- [BRIEF] Across the entries below, how many lines have the word "summary" in them? Respond with only the number.

- [TASK MATERIAL]
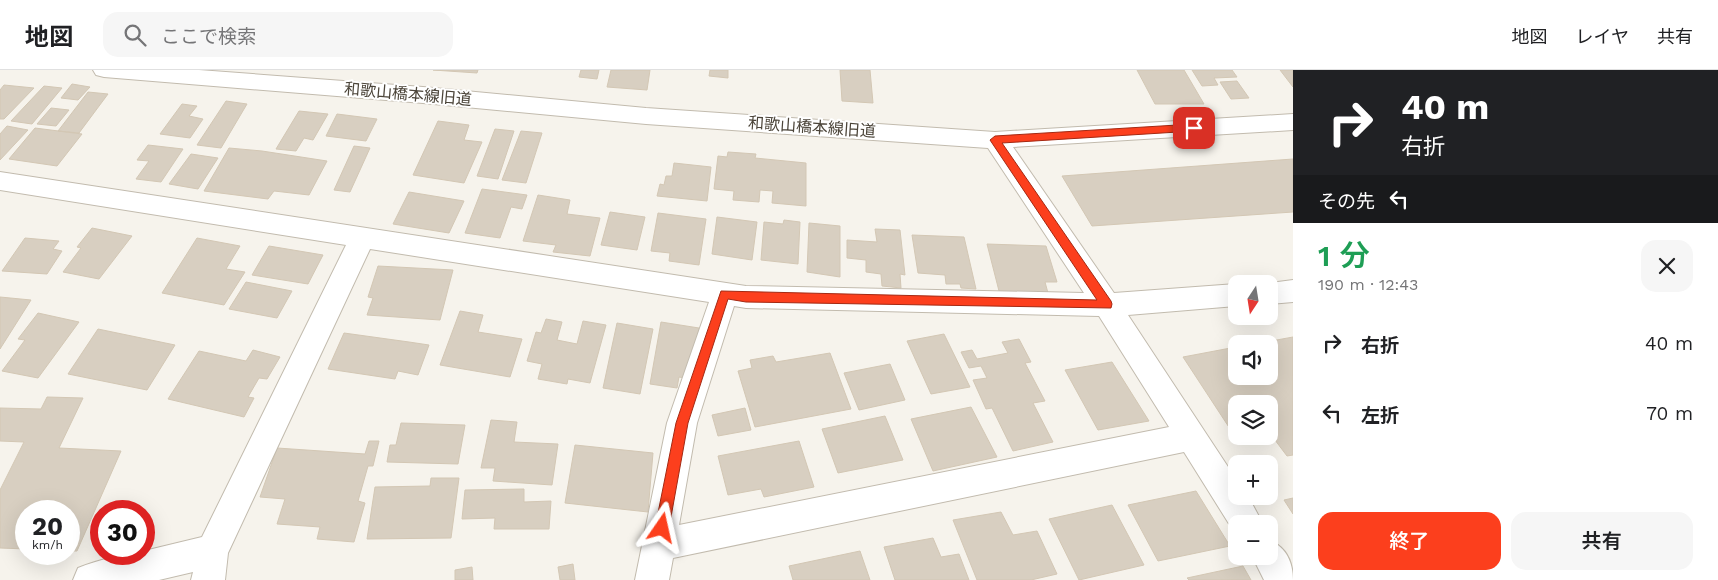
<!DOCTYPE html>
<html lang="ja">
<meta charset="utf-8">
<style>
body{margin:0;font-family:"Work Sans","Noto Sans JP",sans-serif;background:#f6f6f6;color:#202124;height:100vh;display:flex;flex-direction:column;font-size:19px;white-space:nowrap}
*{box-sizing:border-box;margin:0}
p{font-size:16px;color:#757577}
.icon{flex:none;width:28px;height:28px;fill:none;stroke:currentColor;stroke-width:2;stroke-linecap:round;stroke-linejoin:round}
.map{position:relative;flex:1;overflow:hidden}
.panel{display:flex;flex-direction:column;background:#fff;width:425px}
.panel>*{flex:none}
.hud{background:#202124;color:#fff;overflow:hidden}
.needle{width:32px;rotate:192deg}
.buttons{position:absolute;left:1228px;top:205px;display:grid;gap:10px}
.buttons a{display:grid;place-items:center;width:50px;height:50px;border-radius:10px;background:#fff;box-shadow:0 5px 20px #0002;font-size:25px}
.speed{position:absolute;left:15px;top:430px;display:flex;gap:10px;font-size:25px;font-weight:700;text-align:center}
.speed>*{display:grid;place-content:center;width:65px;height:65px;border-radius:50%;background:#fff;box-shadow:0 5px 20px #0002;line-height:1}
.speed small{font-size:12px;font-weight:400}
.speed .limit{border:8px solid #d22;background:#fff;color:#111}
.pin{position:absolute;display:grid;place-items:center;width:42px;height:42px;color:#fff;margin:-21px;border-radius:10px;box-shadow:0 2px 8px #0006}
.me{position:absolute;width:55px;margin:-28px;rotate:11deg;stroke-linejoin:round;filter:drop-shadow(0 0 4px #0008)}
.turn{display:flex;align-items:center;gap:18px;height:105px;padding:0 25px;font-size:22px}
.turn .icon{width:65px;height:65px;stroke-width:2.5}
.turn b{display:block;font-size:35px;line-height:42px}
.then{display:flex;align-items:center;height:48px;padding:0 25px;background:#0003;gap:10px;font-size:19px}
.round{display:grid;place-items:center;flex:none;width:52px;height:52px;border-radius:15px;background:#f6f6f6}
.summary{display:flex;align-items:center;justify-content:space-between;height:85px;padding:0 25px}
h1{font-size:30px;font-weight:600;line-height:38px;color:#1e9e55}
.button{display:flex;gap:10px;margin-top:auto;padding:10px 25px}
.button a{flex:1;height:58px;border-radius:15px;background:#fc3f1d;color:#fff;font-size:20px;font-weight:600;line-height:58px;text-align:center}
.button a+a{background:#f6f6f6;color:#202124}
ul{padding:0;list-style:none}
li{display:flex;align-items:center;gap:15px;height:70px;padding:0 25px}
li div{flex:1}
li b{display:block;font-size:19px}
li em{font-style:normal}
header{display:flex;align-items:center;gap:30px;box-sizing:border-box;height:70px;padding:0 25px;background:#fff;border-bottom:1px solid #e0e0e0}
header strong{font-size:24px}
nav{display:flex;gap:28px;margin-inline-start:auto;font-size:18px}
.search{width:350px;height:45px;background:#f6f6f6;display:flex;align-items:center;gap:12px;box-sizing:border-box;padding:0 18px;border-radius:15px;color:#757577;font-size:19px}
main{display:flex;flex:1;min-height:0}
.map>svg:first-child{display:block}
</style>
<header>
<strong>地図</strong>
<div class="search"><svg class="icon" aria-label="search" viewBox="0 0 24 24"><circle cx="10" cy="10" r="6"/><path d="M15 15l6 6"/></svg>ここで検索</div>
<nav><a>地図</a><a>レイヤ</a><a>共有</a></nav>
</header>
<main>
<div class="map">
<svg width="1293" height="510" viewBox="0 0 1293 510">
<rect width="100%" height="100%" fill="#f6f3ec"/>
<path fill="#d8cfc1" stroke="#d3c7b4" d="M433,0h45l-1,3z
M581,0h18l-2,9 -18,-2z
M611,0h39l-3,20 -40,-3z
M710,0h18v8l-19,-2z
M840,0h30l3,33 -31,-2z
M1137,0h47l20,34h-49z
M1192,0h40l5,7 -23,1 4,7 -16,1z
M1280,0h13v17z
M1237,11l12,17 -18,1 -11,-17z
M72,14l18,3 -12,13 -17,-2z
M4,15l30,3 -30,31h-4v-29z
M44,16l18,2 -30,36 -21,-3z
M88,22l20,2 -29,39 -21,-2z
M226,31l21,3 -26,44 -24,-3z
M182,34l15,2 -8,10 14,3 -13,19 -30,-4z
M51,38l18,2 -13,16 -19,-2z
M299,41l29,3 -15,26 -9,-2 -8,13 -20,-2z
M337,44l40,5 -11,22 -40,-5z
M438,51l31,4 -5,15 18,2 -18,41 -51,-8z
M7,56l21,4 -28,30v-26z
M35,58l47,6 -25,32 -48,-7z
M495,59l19,2 -16,48 -21,-3z
M521,61l21,2 -16,50 -24,-3z
M148,75l35,4 -22,33 -25,-3 13,-18 -12,-1z
M354,76l16,2 -20,44 -16,-2z
M229,78l33,3 65,10 -18,34 -35,-4 -6,8 -64,-8z
M728,82l28,2 -1,4 51,5v43l-34,-3 1,-12 -13,-1 -1,12 -26,-2 1,-9 -20,-2 4,-33 9,1z
M191,84l27,4 -20,31 -29,-5z
M1293,89v53l-201,14 -30,-50z
M674,93l37,4 -4,34 -50,-5 3,-12 4,1 2,-9h6z
M482,119l45,6 -5,14 -11,-2 -11,31 -35,-5z
M409,122l55,9 -15,32 -56,-9z
M538,125l32,5 -3,14 33,4 -10,38 -37,-4 3,-7 -33,-4z
M610,142l35,5 -8,33 -36,-5z
M658,143l48,6 -7,46 -30,-4 1,-8 -19,-2z
M717,147l40,5 -5,38 -40,-6z
M784,150l16,2 -2,42 -37,-4 3,-38 19,2z
M809,153l31,3v51l-33,-5z
M92,158l40,8 -33,43 -36,-7 18,-24 -4,-1z
M875,159l25,1 5,45 -5,-1 1,14 -19,-2 -1,-12 -15,-2v-12l-19,-2v-18l30,2z
M912,165l52,2 12,52 -15,-1 -1,-4h-14l-1,-9 -27,-2z
M25,168l34,3 -6,8 9,2 -15,23 -45,-3z
M197,168l43,8 -14,23 19,3 -21,33 -62,-12z
M987,174l59,2 11,36h-12l3,11 -49,-2z
M269,176l54,9 -15,29 -56,-9z
M378,196l75,4 -13,50 -73,-5 6,-17 -5,-1z
M246,212l46,9 -15,27 -48,-9z
M0,227l31,3 -31,49z
M460,241l23,4 -5,17 44,7 -12,38 -70,-12z
M38,243l41,9 -41,56 -36,-7 23,-31 -7,-1z
M546,249l16,3 -5,18 20,4 6,-23 23,4 -16,58 -22,-4 -1,5 -29,-5 4,-15 -15,-3 9,-29 5,1z
M661,252l38,6 -8,51 -12,-2 -2,11 -27,-4z
M617,253l36,6 -13,65 -37,-6z
M98,259l77,16 -28,45 -79,-16z
M344,263l65,9 20,3 -11,30 -20,-4 -3,8 -67,-10z
M944,264l26,53 -39,7 -24,-53z
M1293,267v118l-6,1 -15,-20h-3v-32h-33v32h32l-30,5 -55,-84 53,-10v29h33v-32h-14z
M1019,269l12,23 -6,1 20,38 -12,2 20,39 -40,9 -21,-43 -6,1 -13,-29 14,-2 -6,-12 -12,2 -8,-16 11,-2 5,9 31,-6 -6,-11z
M253,280l27,7 -13,22 -8,-1 -11,19 6,1 -10,19 -76,-18 31,-48 47,10z
M830,283l21,56 -96,18 -17,-56 14,-3 -2,-8 23,-4 3,6z
M1112,292l37,59 -51,9 -33,-60z
M890,294l15,36 -46,10 -15,-37z
M47,327l36,1 -24,50 62,3 -44,100h-8v-40h-43v38l-26,-1v-58l24,-48 -24,-1v-33l41,1z
M971,337l26,50 -64,14 -22,-52z
M745,338l6,22 -33,6 -6,-21z
M885,346l18,44 -65,13 -16,-44z
M491,350l26,2 -3,20 44,2 -6,41 -59,-4 2,-13h-14z
M401,353l64,2 -7,39 -71,-2 3,-17h6z
M369,371h10l-6,25h-5l-10,35 7,2 -11,39 -37,-3 3,-12 -43,-3 8,-25 -25,-2 17,-49 88,6z
M799,371l15,46 -50,10 -3,-8 -33,6 -10,-39z
M575,375l78,8 -5,59 -83,-9z
M431,408h28l-8,60 -84,1 8,-52 55,-1z
M524,419v13l27,-1 -2,28h-55l1,-11 -33,1 3,-29z
M1196,421l34,55 -72,15 -30,-56z
M1293,428v16l-9,-14z
M1112,435l32,60 -65,15 -30,-61z
M1001,442l12,23 24,-4 20,43 -26,6h-54l-24,-60z
M933,468l8,19 18,-3 10,26h-74l-11,-33z
M860,481l10,29h-77l-4,-14z
M573,494l2,16h-15l-2,-13z
M1243,496l8,14h-62l-2,-2z
M472,497l1,13h-18v-10z"/>
<g fill="none" stroke-linecap="round" stroke-linejoin="round">
<g stroke="#c2bbae" stroke-width="2">
<path id="minor" d="M93,0h106l224,17 223,21 349,24 298,-18v16l-280,17 101,146 122,-9v22l-108,9 108,164v17h12l15,28h-27v11l-52,-83 -511,106 -4,22h-34l32,-157 42,-121 -339,-53 -142,304 -3,27h-34l2,-8 -34,8h-86l5,-12c20,-8 44,-14 66,-14v-3l58,-14 144,-292 -346,-55v-18l746,114 338,7 -96,-145 -342,-24 -223,-21 -319,-26 -8,-2zM734,236l12,2 353,8 70,111 -490,98 18,-102z
M1293,210v22l-24,2v-20h-6z
M1269,470c17,7 24,22 24,40h-29l-12,-24h17z"/>
</g>
<use href="#minor" fill="#fff" fill-rule="evenodd"/>
</g>
<path fill="#fc3f1d" stroke="#a42913" d="M1194,54l5,4 -5,3 -192,12 109,158 1,3 -1,4 -365,-6 -18,-3 -40,124 -19,105 -2,5 -5,2 -5,-2 -2,-5 21,-105 45,-132 376,9 -107,-160 5,-4z"/>
<g text-anchor="middle" dominant-baseline="central" stroke-width="4" stroke-linejoin="round" paint-order="stroke">
<g font-size="16" fill="#4b4439" stroke="#fff">
<text transform="translate(408 24) rotate(5)">和歌山橋本線旧道</text>
<text transform="translate(812 57) rotate(4)">和歌山橋本線旧道</text>
</g>
</g>
</svg>
<div class="buttons">
<a><svg class="needle" viewBox="-14 -14 28 28"><path d="M0-13l5 13h-10z" fill="#e53935"/><path d="M0 13l5-13h-10z" fill="#757577"/></svg></a>
<a><svg class="icon" aria-label="sound" viewBox="0 0 24 24"><path d="M4 9h4l5-4v14l-5-4H4zM17 9q2 3 0 6"/></svg></a>
<a><svg class="icon" aria-label="layers" viewBox="0 0 24 24"><path d="M12 4l9 5-9 5-9-5zM3 14l9 5 9-5"/></svg></a>
<a>+</a>
<a>−</a>
</div>
<div class="speed"><div>20<small>km/h</small></div><div class="limit">30</div></div>
<div class="pin" style="left:1194px;top:58px;background:#d93025"><svg class="icon" aria-label="arrive" viewBox="0 0 24 24"><path d="M6 21V4h12l-3 4 3 4H6"/></svg></div>
<svg class="me" style="left:662px;top:458px" viewBox="-20 -20 40 40"><path d="M0-17L14 15 0 8-14 15z" fill="#fc3f1d" stroke="#fff" stroke-width="4"/></svg>
</div>
<section class="panel">
<div class="hud">
<div class="turn"><svg class="icon" aria-label="right" viewBox="0 0 24 24"><path d="M7 20v-9h11M14 6l5 5-5 5"/></svg><div><b>40 m</b>右折</div></div>
<div class="then">その先<svg class="icon" aria-label="left" viewBox="0 0 24 24"><path d="M17 20v-9H6M10 6l-5 5 5 5"/></svg></div>
</div>
<div class="summary"><div><h1>1 分</h1><p>190 m · 12:43</p></div><a class="round"><svg class="icon" aria-label="close" viewBox="0 0 24 24"><path d="M6 6l12 12M18 6L6 18"/></svg></a></div>
<ul>
<li><svg class="icon" aria-label="right" viewBox="0 0 24 24"><path d="M7 20v-9h11M14 6l5 5-5 5"/></svg><div><b>右折</b></div><em>40 m</em></li>
<li><svg class="icon" aria-label="left" viewBox="0 0 24 24"><path d="M17 20v-9H6M10 6l-5 5 5 5"/></svg><div><b>左折</b></div><em>70 m</em></li>
</ul>
<div class="button"><a>終了</a><a>共有</a></div>
</section>
</main>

- [ANSWER SPACE] 2